TASK BRIEF => Return all of the entries word for word, but omit the pictures they contain.

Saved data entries
*** Begin section ***
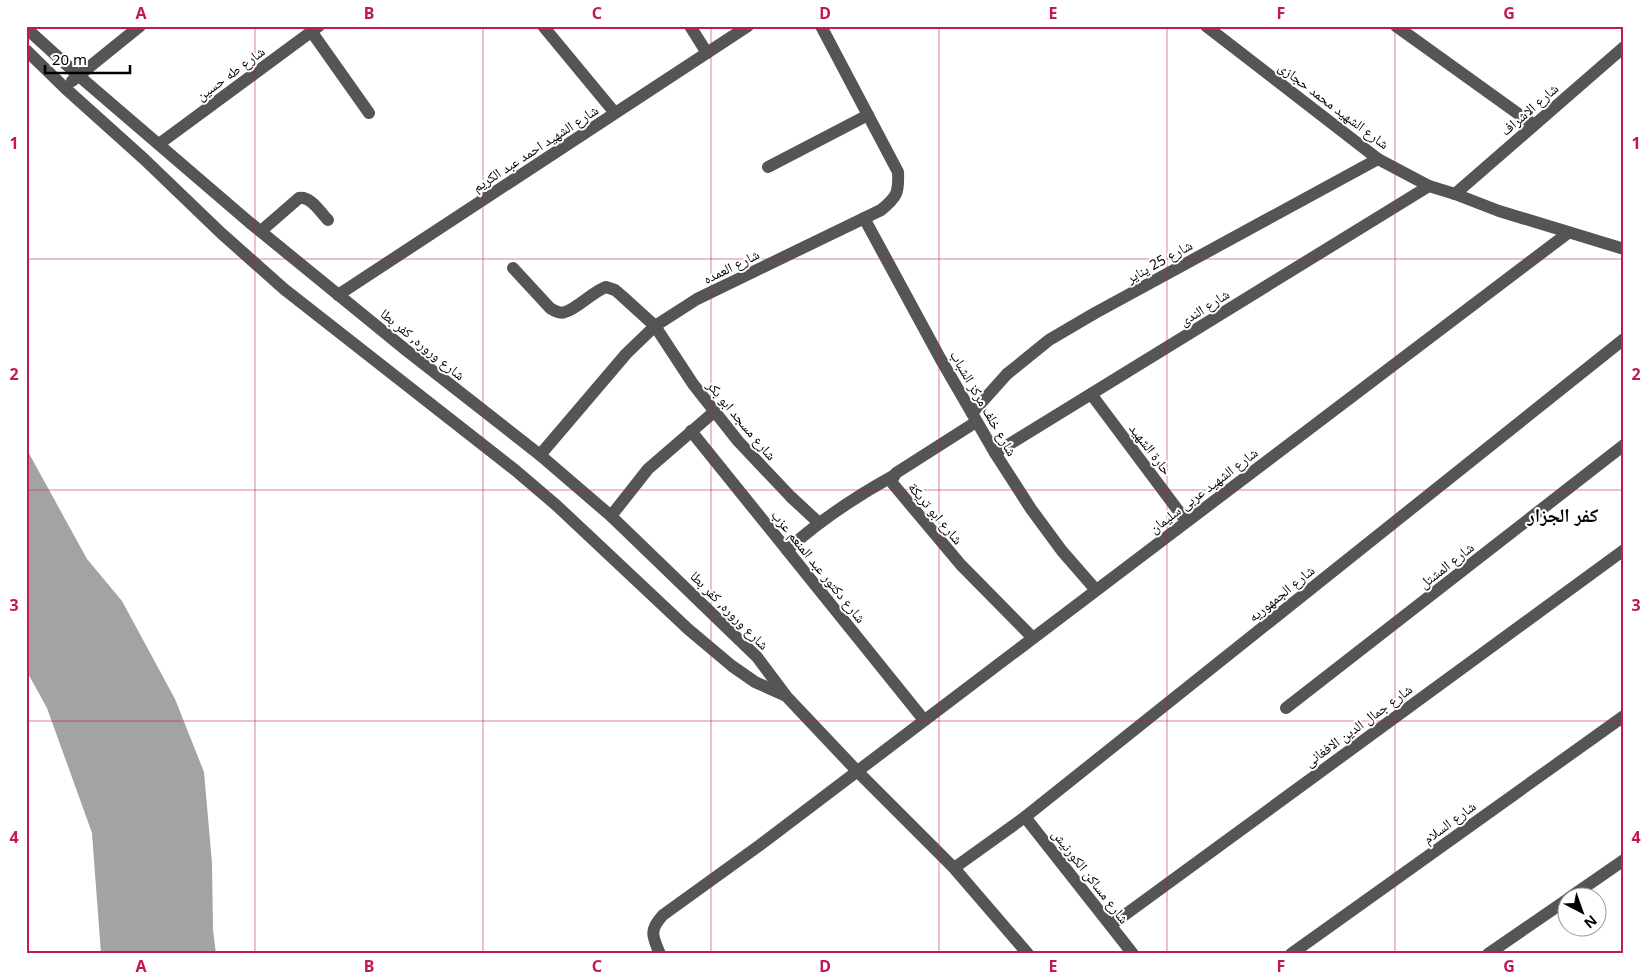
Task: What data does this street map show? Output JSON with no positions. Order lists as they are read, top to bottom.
{
  "streets": {
    "street": [
      "شارع طه حسين",
      "شارع الشهيد محمد حجازى",
      "شارع الاشراف",
      "شارع الشهيد احمد عبد الكريم",
      "شارع 25 يناير",
      "شارع العمده",
      "شارع الندى",
      "شارع وروره, كفر بطا",
      "شارع خلف مركز الشباب",
      "شارع مسجد ابو بكر",
      "حارة الشهيد",
      "شارع الشهيد عربى سليمان",
      "شارع ابو تريكة",
      "شارع المشتل",
      "شارع دكتور عبد المنعم عزب",
      "شارع الجمهوريه",
      "شارع جمال الدين الافغانى",
      "شارع السلام",
      "شارع مساكن الكورنيش"
    ]
  },
  "crossings": [
    ["شارع طه حسين", "شارع وروره, كفر بطا"],
    ["شارع الشهيد محمد حجازى", "شارع الاشراف"],
    ["شارع الشهيد محمد حجازى", "شارع 25 يناير"],
    ["شارع الشهيد محمد حجازى", "شارع الندى"],
    ["شارع الشهيد محمد حجازى", "شارع الشهيد عربى سليمان"],
    ["شارع الشهيد احمد عبد الكريم", "شارع وروره, كفر بطا"],
    ["شارع 25 يناير", "شارع خلف مركز الشباب"],
    ["شارع 25 يناير", "شارع ابو تريكة"],
    ["شارع العمده", "شارع وروره, كفر بطا"],
    ["شارع العمده", "شارع خلف مركز الشباب"],
    ["شارع العمده", "شارع مسجد ابو بكر"],
    ["شارع الندى", "شارع خلف مركز الشباب"],
    ["شارع الندى", "حارة الشهيد"],
    ["شارع وروره, كفر بطا", "شارع الشهيد عربى سليمان"],
    ["شارع وروره, كفر بطا", "شارع الجمهوريه"],
    ["شارع خلف مركز الشباب", "شارع الشهيد عربى سليمان"],
    ["شارع خلف مركز الشباب", "شارع ابو تريكة"],
    ["حارة الشهيد", "شارع الشهيد عربى سليمان"],
    ["شارع الشهيد عربى سليمان", "شارع ابو تريكة"],
    ["شارع الشهيد عربى سليمان", "شارع دكتور عبد المنعم عزب"],
    ["شارع الجمهوريه", "شارع مساكن الكورنيش"],
    ["شارع جمال الدين الافغانى", "شارع مساكن الكورنيش"]
  ],
  "districts": ["كفر الجزار"],
  "scale_bar": "20 m",
  "north": "bottom right",
  "grid": {
    "columns": [
      "A",
      "B",
      "C",
      "D",
      "E",
      "F",
      "G"
    ],
    "rows": [
      "1",
      "2",
      "3",
      "4"
    ]
  }
}
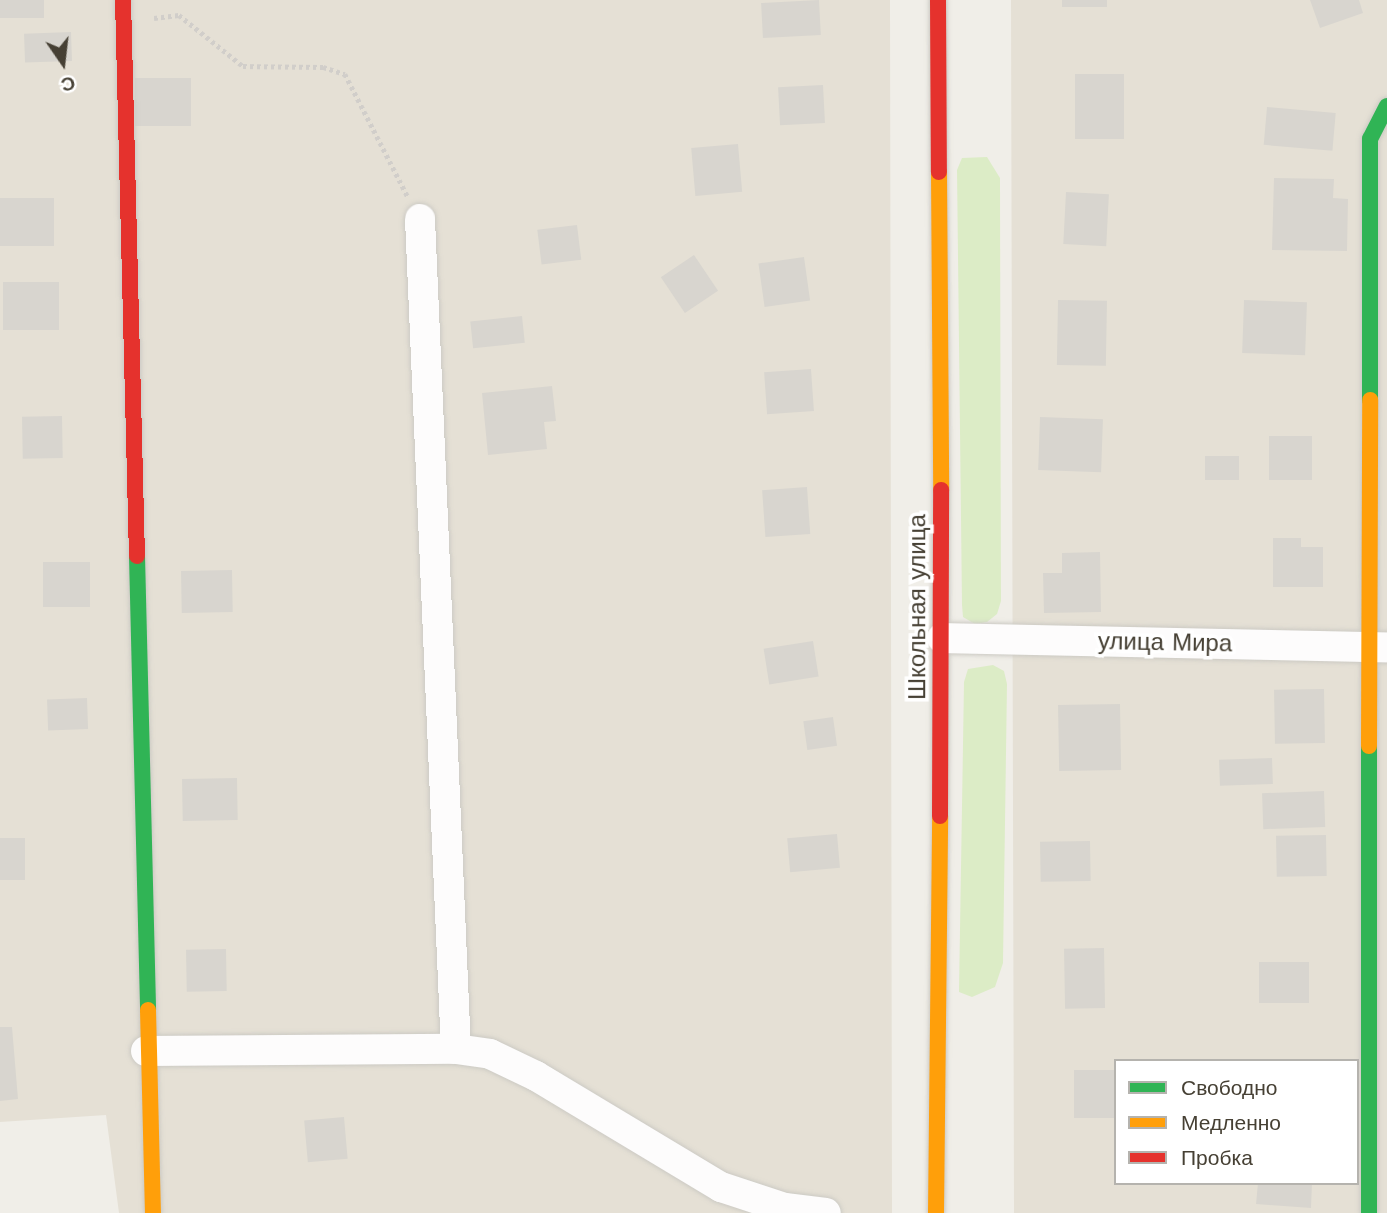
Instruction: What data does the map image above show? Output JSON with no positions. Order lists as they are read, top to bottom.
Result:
{
  "streets": {
    "street": ["Школьная улица", "улица Мира"]
  },
  "crossings": [
    ["Школьная улица", "улица Мира"]
  ],
  "legend": ["Свободно", "Медленно", "Пробка"],
  "north": "bottom"
}
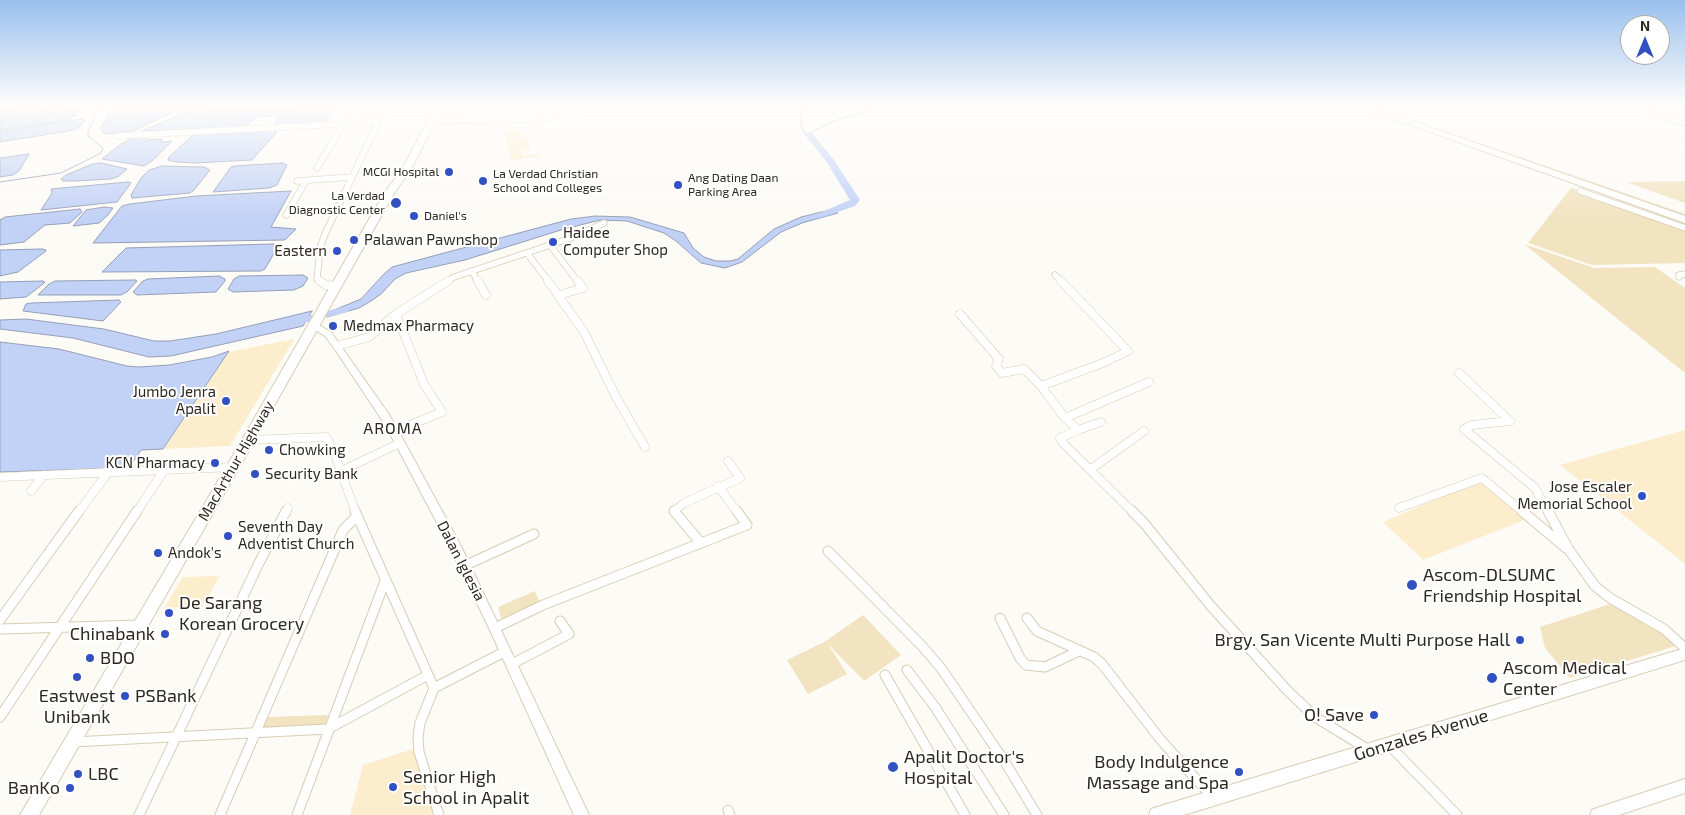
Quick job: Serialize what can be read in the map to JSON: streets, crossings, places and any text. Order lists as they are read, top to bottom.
{
  "streets": {
    "highway": ["MacArthur Highway"],
    "main road": ["Gonzales Avenue"],
    "street": ["Dalan Iglesia"]
  },
  "crossings": [
    ["MacArthur Highway", "Dalan Iglesia"]
  ],
  "districts": ["AROMA"],
  "places": [
    "MCGI Hospital",
    "La Verdad Christian School and Colleges",
    "Ang Dating Daan Parking Area",
    "La Verdad Diagnostic Center",
    "Daniel's",
    "Palawan Pawnshop",
    "Haidee Computer Shop",
    "Eastern",
    "Medmax Pharmacy",
    "Jumbo Jenra Apalit",
    "Chowking",
    "KCN Pharmacy",
    "Security Bank",
    "Jose Escaler Memorial School",
    "Seventh Day Adventist Church",
    "Andok's",
    "Ascom-DLSUMC Friendship Hospital",
    "De Sarang Korean Grocery",
    "Chinabank",
    "Brgy. San Vicente Multi Purpose Hall",
    "BDO",
    "Eastwest Unibank",
    "Ascom Medical Center",
    "PSBank",
    "O! Save",
    "Apalit Doctor's Hospital",
    "Body Indulgence Massage and Spa",
    "LBC",
    "Senior High School in Apalit",
    "BanKo"
  ],
  "north": "top"
}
*** End section ***
RESPONSE =>
Task: What data does this street map show? Output JSON with no positions. Order lists as they are read, top to bottom.
{
  "streets": {
    "street": [
      "شارع طه حسين",
      "شارع الشهيد محمد حجازى",
      "شارع الاشراف",
      "شارع الشهيد احمد عبد الكريم",
      "شارع 25 يناير",
      "شارع العمده",
      "شارع الندى",
      "شارع وروره, كفر بطا",
      "شارع خلف مركز الشباب",
      "شارع مسجد ابو بكر",
      "حارة الشهيد",
      "شارع الشهيد عربى سليمان",
      "شارع ابو تريكة",
      "شارع المشتل",
      "شارع دكتور عبد المنعم عزب",
      "شارع الجمهوريه",
      "شارع جمال الدين الافغانى",
      "شارع السلام",
      "شارع مساكن الكورنيش"
    ]
  },
  "crossings": [
    ["شارع طه حسين", "شارع وروره, كفر بطا"],
    ["شارع الشهيد محمد حجازى", "شارع الاشراف"],
    ["شارع الشهيد محمد حجازى", "شارع 25 يناير"],
    ["شارع الشهيد محمد حجازى", "شارع الندى"],
    ["شارع الشهيد محمد حجازى", "شارع الشهيد عربى سليمان"],
    ["شارع الشهيد احمد عبد الكريم", "شارع وروره, كفر بطا"],
    ["شارع 25 يناير", "شارع خلف مركز الشباب"],
    ["شارع 25 يناير", "شارع ابو تريكة"],
    ["شارع العمده", "شارع وروره, كفر بطا"],
    ["شارع العمده", "شارع خلف مركز الشباب"],
    ["شارع العمده", "شارع مسجد ابو بكر"],
    ["شارع الندى", "شارع خلف مركز الشباب"],
    ["شارع الندى", "حارة الشهيد"],
    ["شارع وروره, كفر بطا", "شارع الشهيد عربى سليمان"],
    ["شارع وروره, كفر بطا", "شارع الجمهوريه"],
    ["شارع خلف مركز الشباب", "شارع الشهيد عربى سليمان"],
    ["شارع خلف مركز الشباب", "شارع ابو تريكة"],
    ["حارة الشهيد", "شارع الشهيد عربى سليمان"],
    ["شارع الشهيد عربى سليمان", "شارع ابو تريكة"],
    ["شارع الشهيد عربى سليمان", "شارع دكتور عبد المنعم عزب"],
    ["شارع الجمهوريه", "شارع مساكن الكورنيش"],
    ["شارع جمال الدين الافغانى", "شارع مساكن الكورنيش"]
  ],
  "districts": ["كفر الجزار"],
  "scale_bar": "20 m",
  "north": "bottom right",
  "grid": {
    "columns": [
      "A",
      "B",
      "C",
      "D",
      "E",
      "F",
      "G"
    ],
    "rows": [
      "1",
      "2",
      "3",
      "4"
    ]
  }
}
Instruction: What data does the map image above show? Output JSON with no positions. Order lists as they are read, top to bottom.
Result:
{
  "streets": {
    "street": ["Школьная улица", "улица Мира"]
  },
  "crossings": [
    ["Школьная улица", "улица Мира"]
  ],
  "legend": ["Свободно", "Медленно", "Пробка"],
  "north": "bottom"
}
Quick job: Serialize what can be read in the map to JSON: streets, crossings, places and any text. Order lists as they are read, top to bottom.
{
  "streets": {
    "highway": ["MacArthur Highway"],
    "main road": ["Gonzales Avenue"],
    "street": ["Dalan Iglesia"]
  },
  "crossings": [
    ["MacArthur Highway", "Dalan Iglesia"]
  ],
  "districts": ["AROMA"],
  "places": [
    "MCGI Hospital",
    "La Verdad Christian School and Colleges",
    "Ang Dating Daan Parking Area",
    "La Verdad Diagnostic Center",
    "Daniel's",
    "Palawan Pawnshop",
    "Haidee Computer Shop",
    "Eastern",
    "Medmax Pharmacy",
    "Jumbo Jenra Apalit",
    "Chowking",
    "KCN Pharmacy",
    "Security Bank",
    "Jose Escaler Memorial School",
    "Seventh Day Adventist Church",
    "Andok's",
    "Ascom-DLSUMC Friendship Hospital",
    "De Sarang Korean Grocery",
    "Chinabank",
    "Brgy. San Vicente Multi Purpose Hall",
    "BDO",
    "Eastwest Unibank",
    "Ascom Medical Center",
    "PSBank",
    "O! Save",
    "Apalit Doctor's Hospital",
    "Body Indulgence Massage and Spa",
    "LBC",
    "Senior High School in Apalit",
    "BanKo"
  ],
  "north": "top"
}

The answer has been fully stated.